BEGIN

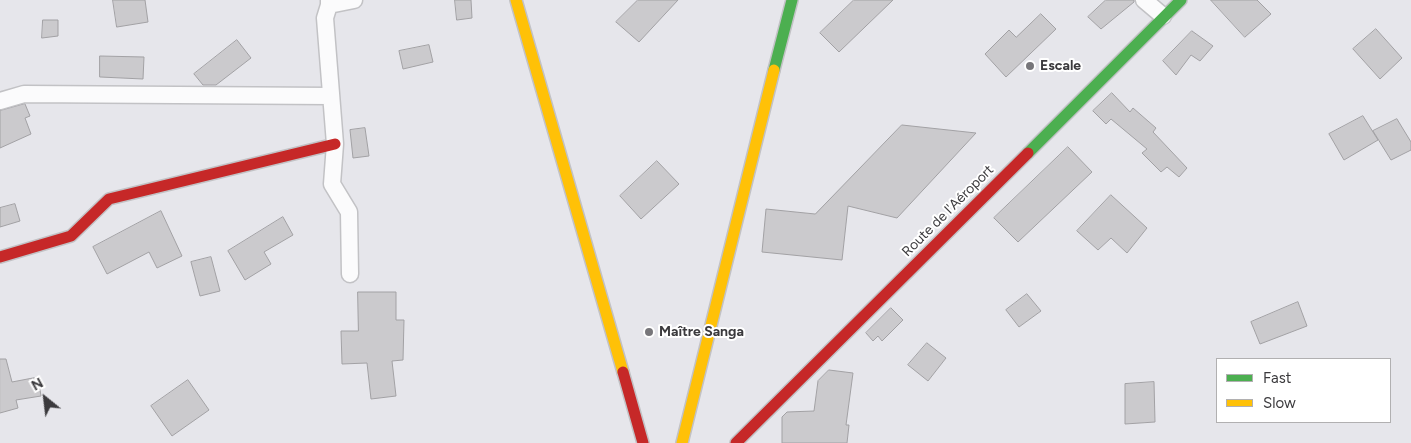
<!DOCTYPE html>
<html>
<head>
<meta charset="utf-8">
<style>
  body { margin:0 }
  #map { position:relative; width:1411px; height:443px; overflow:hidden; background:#e6e6eb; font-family:Figtree,sans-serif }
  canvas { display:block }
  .legend { position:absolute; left:1216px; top:358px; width:175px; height:65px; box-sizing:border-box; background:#fff; border:1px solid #b1b0b1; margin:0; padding:6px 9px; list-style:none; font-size:15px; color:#3b3a3d }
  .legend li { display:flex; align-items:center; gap:10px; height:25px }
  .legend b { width:25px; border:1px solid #b1b0b1 }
  .north { position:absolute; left:20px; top:373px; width:50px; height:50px; -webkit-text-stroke:4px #fff; paint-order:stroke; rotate:331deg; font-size:14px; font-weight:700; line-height:20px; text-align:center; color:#3b3a3d }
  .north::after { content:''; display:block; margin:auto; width:18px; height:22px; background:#3b3a3d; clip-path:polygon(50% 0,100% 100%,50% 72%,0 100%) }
</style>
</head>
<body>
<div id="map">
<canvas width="1411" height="443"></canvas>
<ul class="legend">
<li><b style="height:6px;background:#4caf50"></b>Fast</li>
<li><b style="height:6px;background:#ffc107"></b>Slow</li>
</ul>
<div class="north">N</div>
</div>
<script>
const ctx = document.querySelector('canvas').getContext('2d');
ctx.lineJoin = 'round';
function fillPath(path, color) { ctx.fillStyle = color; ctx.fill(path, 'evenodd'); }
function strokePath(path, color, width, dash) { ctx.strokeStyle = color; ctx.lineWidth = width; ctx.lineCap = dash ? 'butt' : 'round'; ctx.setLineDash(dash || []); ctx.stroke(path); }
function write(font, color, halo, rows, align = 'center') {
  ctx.font = font + ' Figtree,sans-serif'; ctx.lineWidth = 4; ctx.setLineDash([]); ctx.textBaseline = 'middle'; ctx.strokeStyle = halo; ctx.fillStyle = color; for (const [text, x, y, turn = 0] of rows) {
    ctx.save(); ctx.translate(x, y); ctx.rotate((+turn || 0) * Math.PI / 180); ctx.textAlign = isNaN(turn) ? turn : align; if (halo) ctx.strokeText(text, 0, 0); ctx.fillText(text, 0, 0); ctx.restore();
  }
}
const building = new Path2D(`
  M 113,0 L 145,0 L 148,22 L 117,27 Z
  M 455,0 L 471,0 L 472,18 L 457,20 Z
  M 638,0 L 678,0 L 639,42 L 616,22 Z
  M 854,0 L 893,0 L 839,52 L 820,33 Z
  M 1106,0 L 1134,0 L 1134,2 L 1101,29 L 1088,17 Z
  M 1211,0 L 1257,0 L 1271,14 L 1245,37 Z
  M 1041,14 L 1056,29 L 1006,77 L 985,54 L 1009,30 L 1016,37 Z
  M 43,20 L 58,20 L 58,36 L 42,38 Z
  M 1376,29 L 1402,58 L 1380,79 L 1353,49 Z
  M 1192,31 L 1213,46 L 1200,61 L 1191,55 L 1176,75 L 1163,61 Z
  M 237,40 L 251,58 L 216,85 L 203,85 L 194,74 Z
  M 429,45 L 433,62 L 403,69 L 399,51 Z
  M 100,56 L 144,57 L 143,79 L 100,77 Z
  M 1112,93 L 1130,112 L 1133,108 L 1156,128 L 1153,132 L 1187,168 L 1179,177 L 1167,167 L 1161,172 L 1142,153 L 1147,149 L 1111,119 L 1106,124 L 1093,111 Z
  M 25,104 L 30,116 L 25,118 L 31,134 L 0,148 L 0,111 Z
  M 1363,116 L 1378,140 L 1344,160 L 1329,134 Z
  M 1397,119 L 1411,142 L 1411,150 L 1391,160 L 1373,131 Z
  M 902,125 L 976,133 L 897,218 L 848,206 L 842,260 L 762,252 L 766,209 L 815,214 Z
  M 365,128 L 369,156 L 353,158 L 350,130 Z
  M 1068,147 L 1092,172 L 1018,242 L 994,218 Z
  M 657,161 L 679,184 L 641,219 L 620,196 Z
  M 1111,195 L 1147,228 L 1127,253 L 1111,238 L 1098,250 L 1077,231 Z
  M 15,204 L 20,221 L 0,227 L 0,208 Z
  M 161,211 L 182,256 L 157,268 L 149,252 L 107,274 L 93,247 Z
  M 283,217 L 293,235 L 264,252 L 271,264 L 245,280 L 228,251 Z
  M 211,257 L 220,291 L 200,296 L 191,262 Z
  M 358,292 L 396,292 L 396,320 L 404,320 L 403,360 L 392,361 L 396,396 L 371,399 L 367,363 L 342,364 L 341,331 L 358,331 Z
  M 1027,294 L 1041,311 L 1019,327 L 1006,310 Z
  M 1298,302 L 1307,326 L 1260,344 L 1251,322 Z
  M 891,308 L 903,320 L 882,341 L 878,336 L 873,341 L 866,333 Z
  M 927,343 L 946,358 L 928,381 L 908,365 Z
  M 0,359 L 6,359 L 12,382 L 38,377 L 41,396 L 16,400 L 18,408 L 0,413 Z
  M 829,370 L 853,373 L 846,425 L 849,425 L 847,443 L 782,443 L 782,417 L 787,412 L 814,411 L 818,381 Z
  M 188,380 L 209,410 L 172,436 L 151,406 Z
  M 1154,382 L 1155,422 L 1125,424 L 1125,384 Z`);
fillPath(building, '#cbcacd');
strokePath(building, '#a2a1a4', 1);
const street = new Path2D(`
  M 329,0 L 329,5 L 354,0
  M 1144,0 L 1163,16
  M 329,5 L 325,18 L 335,144 L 332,184 L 349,212 L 350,274
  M 0,101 L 24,94 L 330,96`);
const fast = new Path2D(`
  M 774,70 L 792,0
  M 1028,153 L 1181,0`);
const slow = new Path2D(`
  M 516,0 L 623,372
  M 682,443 L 774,70`);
const jam = new Path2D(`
  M 0,257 L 71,236 L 109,199 L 335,144
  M 623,372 L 643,443
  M 736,443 L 1028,153`);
strokePath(street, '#c2c2c5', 19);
strokePath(fast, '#c2c2c5', 14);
strokePath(slow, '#c2c2c5', 14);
strokePath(jam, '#c2c2c5', 14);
strokePath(street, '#fbfbfc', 16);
strokePath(fast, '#4caf50', 11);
strokePath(slow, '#ffc107', 11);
strokePath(jam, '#c62828', 11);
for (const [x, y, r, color] of [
  [1030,66,5,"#77767a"],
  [649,332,5,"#77767a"]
]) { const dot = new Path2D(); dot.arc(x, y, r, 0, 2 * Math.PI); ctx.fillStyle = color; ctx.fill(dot); strokePath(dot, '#fff', 2); }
write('bold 14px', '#3b3a3d', '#fff', [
  ["Escale",1040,66],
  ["Maître Sanga",659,332]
], 'left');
write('14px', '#3b3a3d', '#fff', [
  ["Route de l'Aéroport",948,211,-45]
]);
</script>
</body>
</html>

END

## Work required
In the entries above, find the line containing "M 682,443 L". Set down that line and every line after it through the last one, exactly and alone.

## Answer to this problem
  M 682,443 L 774,70`);
const jam = new Path2D(`
  M 0,257 L 71,236 L 109,199 L 335,144
  M 623,372 L 643,443
  M 736,443 L 1028,153`);
strokePath(street, '#c2c2c5', 19);
strokePath(fast, '#c2c2c5', 14);
strokePath(slow, '#c2c2c5', 14);
strokePath(jam, '#c2c2c5', 14);
strokePath(street, '#fbfbfc', 16);
strokePath(fast, '#4caf50', 11);
strokePath(slow, '#ffc107', 11);
strokePath(jam, '#c62828', 11);
for (const [x, y, r, color] of [
  [1030,66,5,"#77767a"],
  [649,332,5,"#77767a"]
]) { const dot = new Path2D(); dot.arc(x, y, r, 0, 2 * Math.PI); ctx.fillStyle = color; ctx.fill(dot); strokePath(dot, '#fff', 2); }
write('bold 14px', '#3b3a3d', '#fff', [
  ["Escale",1040,66],
  ["Maître Sanga",659,332]
], 'left');
write('14px', '#3b3a3d', '#fff', [
  ["Route de l'Aéroport",948,211,-45]
]);
</script>
</body>
</html>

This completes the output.